The government is getting serious about using open source as a
building block in systems development.
Yesterday its top IT policy-making body, the CIO Council,
published
a
10
point action plan that frees central and local government
departments to use open source systems where possible.
This is the first review of government policy on open source
since 2004. Since then, some very large government systems have
been built using open sourcve principles. They include the use of
Apache as the core web server by half the main departmental
websites, and the use of open source components in Directgov, the
government web portal, and the Electronic Vehicle Licensing
system.
The CIO Council said the NHS Spine, the private network that
connects NHS trusts, uses an open source operating system. The
replacement of Netware by Open Enterprise Server will mean that 35%
of NHS organisations, covering almost 300,000 users, will be
supported on Linux infrastructure, it said.
The council said it needed to ensure that there was an effective
level playing field between open source and proprietary software
"to realise the potential contribution open source software can
make to wider aims of re-use and open standards".
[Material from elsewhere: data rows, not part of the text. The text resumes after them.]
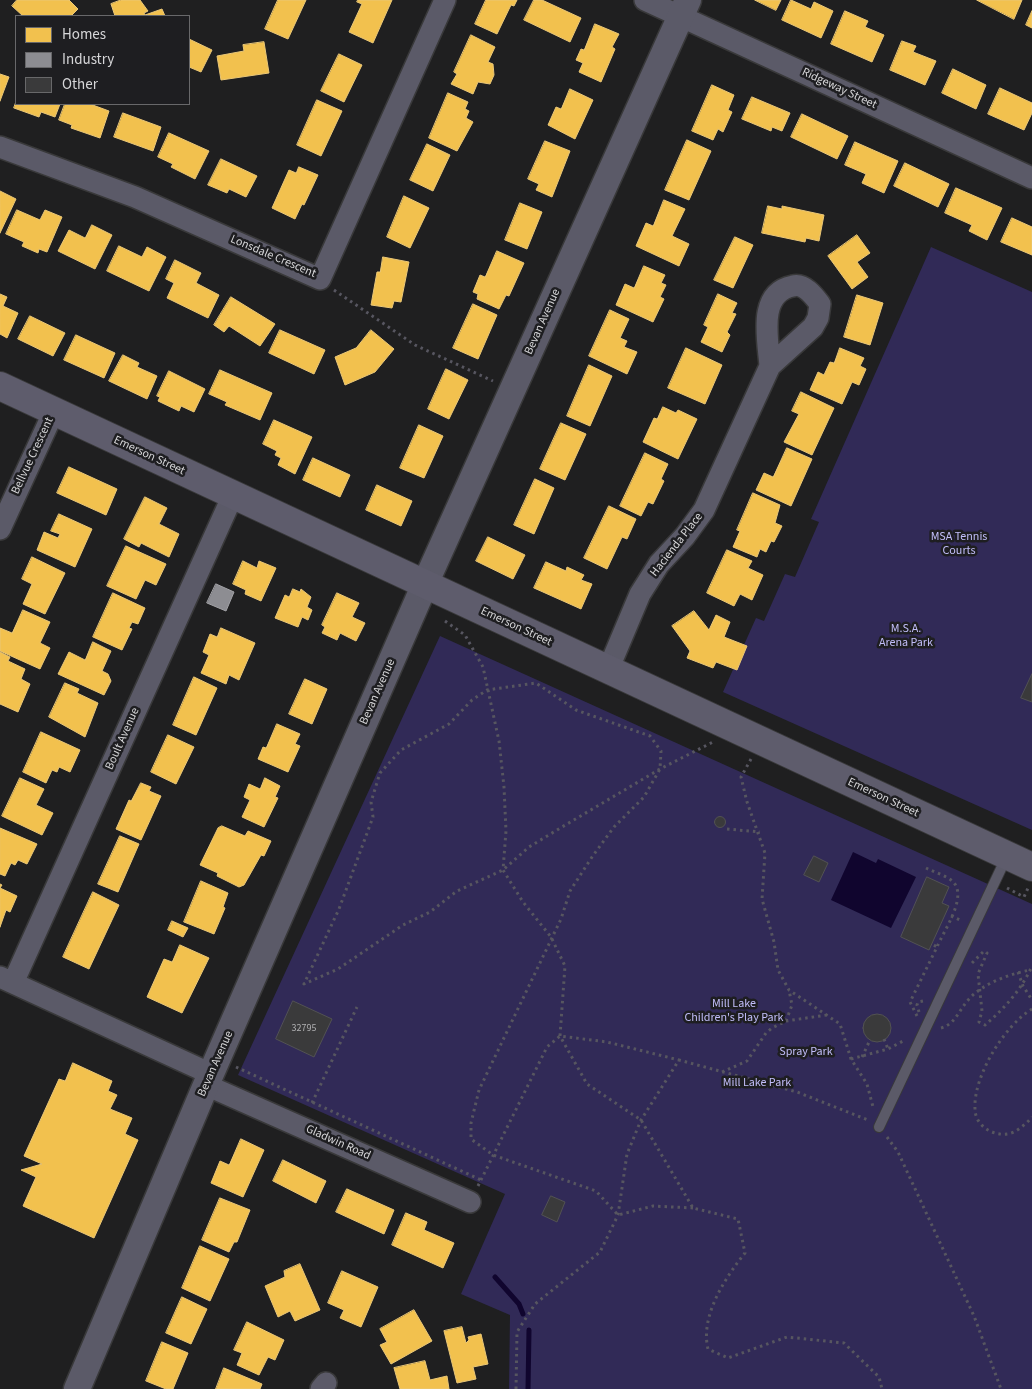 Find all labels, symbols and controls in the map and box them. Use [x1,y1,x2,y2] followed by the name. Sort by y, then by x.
[15,15,190,105] legend
[62,24,106,45] text: Homes
[62,49,114,70] text: Industry
[799,65,879,113] street label: Ridgeway Street
[62,74,98,95] text: Other
[228,232,318,282] street label: Lonsdale Crescent
[522,287,564,357] street label: Bevan Avenue
[9,415,57,497] street label: Bellvue Crescent
[111,433,187,479] street label: Emerson Street
[648,510,706,580] street label: Hacienda Place
[931,530,987,558] park label: MSA Tennis Courts
[478,604,554,650] street label: Emerson Street
[879,622,933,650] park label: M.S.A. Arena Park
[357,657,399,727] street label: Bevan Avenue
[103,706,143,772] street label: Boult Avenue
[845,775,921,821] street label: Emerson Street
[684,997,784,1025] park label: Mill Lake Children's Play Park
[292,1023,316,1035] house number: 32795
[195,1029,237,1099] street label: Bevan Avenue
[779,1045,833,1059] park label: Spray Park
[723,1076,791,1090] park label: Mill Lake Park
[303,1122,373,1164] street label: Gladwin Road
The key objectives are to ensure that the government adopts open
standards and uses them to communicate with citizens and businesses
that use open source systems.
It wants to ensure that open source systems are considered
properly and are adopted where they deliver best value for money,
taking into account other advantages, such as re-use and
flexibility.
More controversially, it aimed to embed an open source culture
of sharing, re-use and collaborative development across government
and its suppliers.
This idea, given effect in the Coronors and Justice Bill, has
drawn criticism from many quarters, including former home secretary
David Blunkett and the Information Commissioner's Office, for being
too wide-ranging and for defeating the provisions of the Data
Protection Act.
Nevertheless, the council hoped wider use of open source would
stimulate innovation, reduce cost and risk, and improve speed to
market.
The council also hoped to ensure that systems integrators and
proprietary software suppliers showed "the same flexibility and
ability to re-use their solutions and products as is inherent in
open source".
It said it would work with systems integrators and software
suppliers to open up their software to meet open standards, to
include open source, and to facilitate re-use. It would also share
with industry information about current deployments of open source
and testing already performed so that knowledge can be re-used.
On a more practical level, it formally adopted the use of Open
Document Format (ISO/IEC 26300:2006) as well as emerging open
versions of previously proprietary standards (eg ISO 19005-1:2005
(PDF) and ISO/IEC 29500 (Office Open XML formats).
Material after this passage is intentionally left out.